ほぼ半世紀前に書かれた初版がほぼそのままに再版された、エコロジー的な視点で自然と人間の関係を捉えようとする本だ。

目からウロコが落ちる、腑に落ちる。頭がスッキリする。どんどんわかって、わかるということは気分がいいことだと教えてくれる。

知的な本とは、何か大事なことが本当に読者に伝わる本で、難しいことが学者仲間だけに伝わる本は閉じられた輪の中の学術書でしかない。

ここに、油の乗った若き立花隆氏一流の、読みやすい文章で的確な例を散りばめて書かれている生態学的な考えは、今でも通用するし、今こそ重要になっている。

この本の言いたいことを一読者の私の中で消化して言葉にしてみると、

「自然とは人間にはわからない畏怖すべきものだ。

科学はそのわからないものの複雑な事象の一つの側面を掘り下げて理解していく分野で、近視眼的だ。近視眼的な形態を取らないと、ある事象を深く理解することは不可能だからであり、科学の学問的なアプローチ自体は正しいし、そのおかげで私たちの文明は飛躍的な進化を遂げた。

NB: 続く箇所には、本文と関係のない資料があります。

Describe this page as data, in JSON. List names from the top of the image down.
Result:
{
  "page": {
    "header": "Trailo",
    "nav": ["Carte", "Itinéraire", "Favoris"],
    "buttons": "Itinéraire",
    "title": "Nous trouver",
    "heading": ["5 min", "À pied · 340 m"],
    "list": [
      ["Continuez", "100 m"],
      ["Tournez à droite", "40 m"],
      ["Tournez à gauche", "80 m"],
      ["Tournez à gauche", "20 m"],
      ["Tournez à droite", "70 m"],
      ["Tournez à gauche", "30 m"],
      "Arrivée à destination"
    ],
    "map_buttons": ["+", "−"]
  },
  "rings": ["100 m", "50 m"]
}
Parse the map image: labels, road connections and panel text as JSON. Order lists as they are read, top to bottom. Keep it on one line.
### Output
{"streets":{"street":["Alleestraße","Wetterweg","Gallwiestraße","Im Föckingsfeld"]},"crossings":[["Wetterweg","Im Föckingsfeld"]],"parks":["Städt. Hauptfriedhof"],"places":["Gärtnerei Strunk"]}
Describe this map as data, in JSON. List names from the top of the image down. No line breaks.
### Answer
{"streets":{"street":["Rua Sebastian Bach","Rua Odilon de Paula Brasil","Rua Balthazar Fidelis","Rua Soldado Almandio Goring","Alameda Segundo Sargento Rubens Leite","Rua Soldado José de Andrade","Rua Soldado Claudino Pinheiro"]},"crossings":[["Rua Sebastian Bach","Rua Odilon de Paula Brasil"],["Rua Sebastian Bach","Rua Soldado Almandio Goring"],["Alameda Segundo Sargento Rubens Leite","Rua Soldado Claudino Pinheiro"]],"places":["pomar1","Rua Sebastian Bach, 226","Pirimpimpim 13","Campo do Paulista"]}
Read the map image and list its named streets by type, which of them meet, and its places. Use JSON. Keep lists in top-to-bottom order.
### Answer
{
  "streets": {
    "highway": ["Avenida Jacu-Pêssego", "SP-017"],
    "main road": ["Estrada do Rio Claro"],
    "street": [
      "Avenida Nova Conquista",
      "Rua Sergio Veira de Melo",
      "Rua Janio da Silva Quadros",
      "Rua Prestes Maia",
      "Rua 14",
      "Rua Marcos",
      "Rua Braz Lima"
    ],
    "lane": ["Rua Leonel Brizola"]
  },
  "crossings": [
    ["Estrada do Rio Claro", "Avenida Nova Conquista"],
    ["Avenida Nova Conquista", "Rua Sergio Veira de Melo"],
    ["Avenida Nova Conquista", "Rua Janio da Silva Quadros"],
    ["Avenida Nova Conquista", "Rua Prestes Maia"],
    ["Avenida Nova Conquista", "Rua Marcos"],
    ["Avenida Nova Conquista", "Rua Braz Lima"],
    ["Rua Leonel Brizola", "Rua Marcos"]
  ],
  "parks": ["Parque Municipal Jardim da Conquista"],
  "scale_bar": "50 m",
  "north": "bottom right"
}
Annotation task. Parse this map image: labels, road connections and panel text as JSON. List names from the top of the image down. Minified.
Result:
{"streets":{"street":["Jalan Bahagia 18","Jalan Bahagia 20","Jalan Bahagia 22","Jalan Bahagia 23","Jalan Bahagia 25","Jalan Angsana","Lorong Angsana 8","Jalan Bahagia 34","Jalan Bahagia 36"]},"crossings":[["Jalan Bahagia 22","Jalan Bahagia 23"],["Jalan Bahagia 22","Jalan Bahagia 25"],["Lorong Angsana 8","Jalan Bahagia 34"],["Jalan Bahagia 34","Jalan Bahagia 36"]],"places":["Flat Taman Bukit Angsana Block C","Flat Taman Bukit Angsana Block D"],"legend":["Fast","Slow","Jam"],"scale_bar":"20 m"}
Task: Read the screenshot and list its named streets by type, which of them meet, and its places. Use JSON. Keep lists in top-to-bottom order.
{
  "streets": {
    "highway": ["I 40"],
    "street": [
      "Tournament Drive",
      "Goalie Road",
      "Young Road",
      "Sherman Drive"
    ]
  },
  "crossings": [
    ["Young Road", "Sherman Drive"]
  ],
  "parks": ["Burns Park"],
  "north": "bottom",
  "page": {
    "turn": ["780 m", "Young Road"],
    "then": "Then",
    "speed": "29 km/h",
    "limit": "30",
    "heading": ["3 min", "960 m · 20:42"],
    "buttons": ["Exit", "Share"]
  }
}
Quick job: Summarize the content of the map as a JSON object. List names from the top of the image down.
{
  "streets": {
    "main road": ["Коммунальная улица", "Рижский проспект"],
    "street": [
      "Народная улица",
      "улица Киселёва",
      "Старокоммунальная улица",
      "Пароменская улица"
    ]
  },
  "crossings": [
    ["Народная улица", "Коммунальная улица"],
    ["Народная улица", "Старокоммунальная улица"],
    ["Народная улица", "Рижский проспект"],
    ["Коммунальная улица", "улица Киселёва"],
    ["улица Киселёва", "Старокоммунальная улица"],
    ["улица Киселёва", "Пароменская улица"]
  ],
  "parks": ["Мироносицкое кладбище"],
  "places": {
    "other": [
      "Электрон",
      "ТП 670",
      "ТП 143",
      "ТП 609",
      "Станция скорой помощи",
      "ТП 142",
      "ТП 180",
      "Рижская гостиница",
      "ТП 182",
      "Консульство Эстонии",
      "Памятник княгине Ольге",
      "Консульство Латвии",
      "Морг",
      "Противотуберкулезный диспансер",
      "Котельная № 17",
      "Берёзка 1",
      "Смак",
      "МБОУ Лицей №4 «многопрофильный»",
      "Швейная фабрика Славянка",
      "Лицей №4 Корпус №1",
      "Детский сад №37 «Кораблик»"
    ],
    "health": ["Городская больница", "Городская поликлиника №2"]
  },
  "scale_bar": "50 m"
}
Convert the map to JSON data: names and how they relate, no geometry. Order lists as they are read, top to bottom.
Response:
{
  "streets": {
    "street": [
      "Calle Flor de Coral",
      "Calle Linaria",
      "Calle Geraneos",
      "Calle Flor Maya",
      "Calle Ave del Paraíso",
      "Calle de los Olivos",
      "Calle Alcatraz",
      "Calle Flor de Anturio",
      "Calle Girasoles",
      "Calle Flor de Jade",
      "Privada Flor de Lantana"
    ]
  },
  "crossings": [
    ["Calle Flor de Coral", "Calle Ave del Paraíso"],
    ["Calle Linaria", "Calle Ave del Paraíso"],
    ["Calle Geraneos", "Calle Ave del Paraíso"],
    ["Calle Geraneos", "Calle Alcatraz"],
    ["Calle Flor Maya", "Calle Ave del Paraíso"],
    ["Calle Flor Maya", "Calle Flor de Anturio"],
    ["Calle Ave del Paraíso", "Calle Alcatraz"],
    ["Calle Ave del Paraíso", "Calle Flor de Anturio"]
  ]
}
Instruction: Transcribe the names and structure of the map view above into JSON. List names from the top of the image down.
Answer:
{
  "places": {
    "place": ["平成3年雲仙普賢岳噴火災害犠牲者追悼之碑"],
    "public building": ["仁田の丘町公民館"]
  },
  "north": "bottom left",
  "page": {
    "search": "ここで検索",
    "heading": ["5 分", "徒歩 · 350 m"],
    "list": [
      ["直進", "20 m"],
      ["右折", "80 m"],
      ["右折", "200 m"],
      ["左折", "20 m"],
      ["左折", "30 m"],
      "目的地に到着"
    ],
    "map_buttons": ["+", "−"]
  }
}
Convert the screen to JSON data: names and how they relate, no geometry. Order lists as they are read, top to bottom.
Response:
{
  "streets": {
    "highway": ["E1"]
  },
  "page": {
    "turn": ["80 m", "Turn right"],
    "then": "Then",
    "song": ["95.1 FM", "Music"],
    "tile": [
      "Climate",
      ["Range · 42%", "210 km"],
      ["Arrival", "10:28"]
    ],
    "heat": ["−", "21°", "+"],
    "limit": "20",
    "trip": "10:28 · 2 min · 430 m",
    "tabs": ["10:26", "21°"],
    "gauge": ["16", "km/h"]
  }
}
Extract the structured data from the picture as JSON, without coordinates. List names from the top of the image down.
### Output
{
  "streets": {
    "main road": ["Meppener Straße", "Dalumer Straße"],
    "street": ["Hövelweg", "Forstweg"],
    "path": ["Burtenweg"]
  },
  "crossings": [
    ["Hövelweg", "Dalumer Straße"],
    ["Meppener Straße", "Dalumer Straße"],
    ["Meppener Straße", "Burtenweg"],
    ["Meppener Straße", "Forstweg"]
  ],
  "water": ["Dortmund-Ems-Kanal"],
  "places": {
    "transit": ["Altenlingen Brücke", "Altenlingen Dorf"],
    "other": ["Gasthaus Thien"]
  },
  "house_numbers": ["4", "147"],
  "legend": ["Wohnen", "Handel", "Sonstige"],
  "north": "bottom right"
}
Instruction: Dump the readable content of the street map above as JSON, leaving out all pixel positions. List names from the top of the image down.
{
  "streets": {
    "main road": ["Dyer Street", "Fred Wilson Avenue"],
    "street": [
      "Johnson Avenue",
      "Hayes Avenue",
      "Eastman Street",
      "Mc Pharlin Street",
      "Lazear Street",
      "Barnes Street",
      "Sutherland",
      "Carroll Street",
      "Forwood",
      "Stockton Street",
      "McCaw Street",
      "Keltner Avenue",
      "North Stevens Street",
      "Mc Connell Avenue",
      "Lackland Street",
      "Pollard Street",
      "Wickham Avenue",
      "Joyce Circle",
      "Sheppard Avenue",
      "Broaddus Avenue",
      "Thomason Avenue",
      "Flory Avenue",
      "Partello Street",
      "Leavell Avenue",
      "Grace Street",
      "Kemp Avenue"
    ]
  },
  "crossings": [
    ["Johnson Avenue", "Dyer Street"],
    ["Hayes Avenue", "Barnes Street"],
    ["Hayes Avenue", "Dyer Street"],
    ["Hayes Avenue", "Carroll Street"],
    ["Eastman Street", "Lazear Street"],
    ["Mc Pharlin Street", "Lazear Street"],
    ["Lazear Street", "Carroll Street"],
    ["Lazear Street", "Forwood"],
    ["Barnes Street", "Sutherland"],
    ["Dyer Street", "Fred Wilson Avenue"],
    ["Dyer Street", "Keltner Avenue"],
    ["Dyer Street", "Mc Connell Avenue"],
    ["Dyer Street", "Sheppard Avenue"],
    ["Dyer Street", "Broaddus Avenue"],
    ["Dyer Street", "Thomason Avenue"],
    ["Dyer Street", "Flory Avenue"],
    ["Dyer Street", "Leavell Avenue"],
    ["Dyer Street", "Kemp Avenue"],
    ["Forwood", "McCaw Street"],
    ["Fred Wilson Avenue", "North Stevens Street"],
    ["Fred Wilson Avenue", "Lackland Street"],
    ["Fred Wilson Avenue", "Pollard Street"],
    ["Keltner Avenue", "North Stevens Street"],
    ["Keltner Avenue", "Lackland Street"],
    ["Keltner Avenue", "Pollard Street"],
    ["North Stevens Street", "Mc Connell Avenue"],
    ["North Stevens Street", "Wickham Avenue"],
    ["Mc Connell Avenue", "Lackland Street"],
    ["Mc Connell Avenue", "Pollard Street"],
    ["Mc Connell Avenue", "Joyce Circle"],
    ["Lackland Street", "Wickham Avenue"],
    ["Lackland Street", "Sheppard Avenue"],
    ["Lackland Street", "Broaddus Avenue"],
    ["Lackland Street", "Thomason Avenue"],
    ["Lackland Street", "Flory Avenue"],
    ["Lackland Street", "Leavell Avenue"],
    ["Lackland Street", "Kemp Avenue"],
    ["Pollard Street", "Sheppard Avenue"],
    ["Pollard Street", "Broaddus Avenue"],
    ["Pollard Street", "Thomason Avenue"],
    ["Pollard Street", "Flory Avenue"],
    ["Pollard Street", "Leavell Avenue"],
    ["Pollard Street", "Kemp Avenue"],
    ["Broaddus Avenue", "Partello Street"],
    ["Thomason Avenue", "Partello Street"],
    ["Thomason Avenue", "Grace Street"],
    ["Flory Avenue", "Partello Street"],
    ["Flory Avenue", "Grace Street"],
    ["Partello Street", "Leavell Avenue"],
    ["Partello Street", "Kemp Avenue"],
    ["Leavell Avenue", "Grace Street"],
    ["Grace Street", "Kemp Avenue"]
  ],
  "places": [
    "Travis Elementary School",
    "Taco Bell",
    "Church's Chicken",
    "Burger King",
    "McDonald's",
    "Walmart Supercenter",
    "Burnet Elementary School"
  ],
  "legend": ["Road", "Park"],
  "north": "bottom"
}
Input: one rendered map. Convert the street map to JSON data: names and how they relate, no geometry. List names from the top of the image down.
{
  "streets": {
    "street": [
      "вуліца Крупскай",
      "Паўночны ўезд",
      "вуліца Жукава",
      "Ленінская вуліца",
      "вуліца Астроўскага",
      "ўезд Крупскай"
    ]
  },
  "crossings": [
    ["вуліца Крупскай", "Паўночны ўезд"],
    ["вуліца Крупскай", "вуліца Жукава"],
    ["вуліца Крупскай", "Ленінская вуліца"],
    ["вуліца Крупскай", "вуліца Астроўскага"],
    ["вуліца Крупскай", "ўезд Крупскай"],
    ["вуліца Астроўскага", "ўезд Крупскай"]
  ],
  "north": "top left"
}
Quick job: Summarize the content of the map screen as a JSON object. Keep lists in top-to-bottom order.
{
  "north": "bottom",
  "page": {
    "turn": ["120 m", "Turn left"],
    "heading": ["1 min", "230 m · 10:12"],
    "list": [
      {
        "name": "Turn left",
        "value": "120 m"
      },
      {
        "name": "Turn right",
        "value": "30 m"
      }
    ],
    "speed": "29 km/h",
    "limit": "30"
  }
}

けれども、自然の全体は科学によって把握できるものではない。把握はできないということを念頭において、それを賢く利用して人類が生き残るためには、それぞれの科学の専門分野を俯瞰し、統合して「生態学的(エコロジー的)」に自然や事象をとらえることが重要だ。

自然は生きていて有機的で、常に進化しており、その進化の方法は研究によって解明されるかもしれないが、それが将来どのように変わっていくかというその様は、人間には大きすぎて測り知れない。人間はその自然のほんの一部であり、その中で生かされている存在でしかない。

そのことを踏まえたうえで、自然と人間文明とのバランスをとっていかないと、人類という種は自滅する。人類が地球環境を破壊したとしたら、それは人類(とそれに破壊された多くの種)の滅亡を意味する。しかし、人類がある時期の恐竜のように消滅しても自然は困らない。その後、地球上には然るべき生命体が入れ替わり立ち替わり生き、繁栄していく、そういう連綿とした生命の営み、それが自然だからだ」

ざっと要約するとこんな感じだが、さまざまなデータや比喩やディテールが、すごくおもしろい。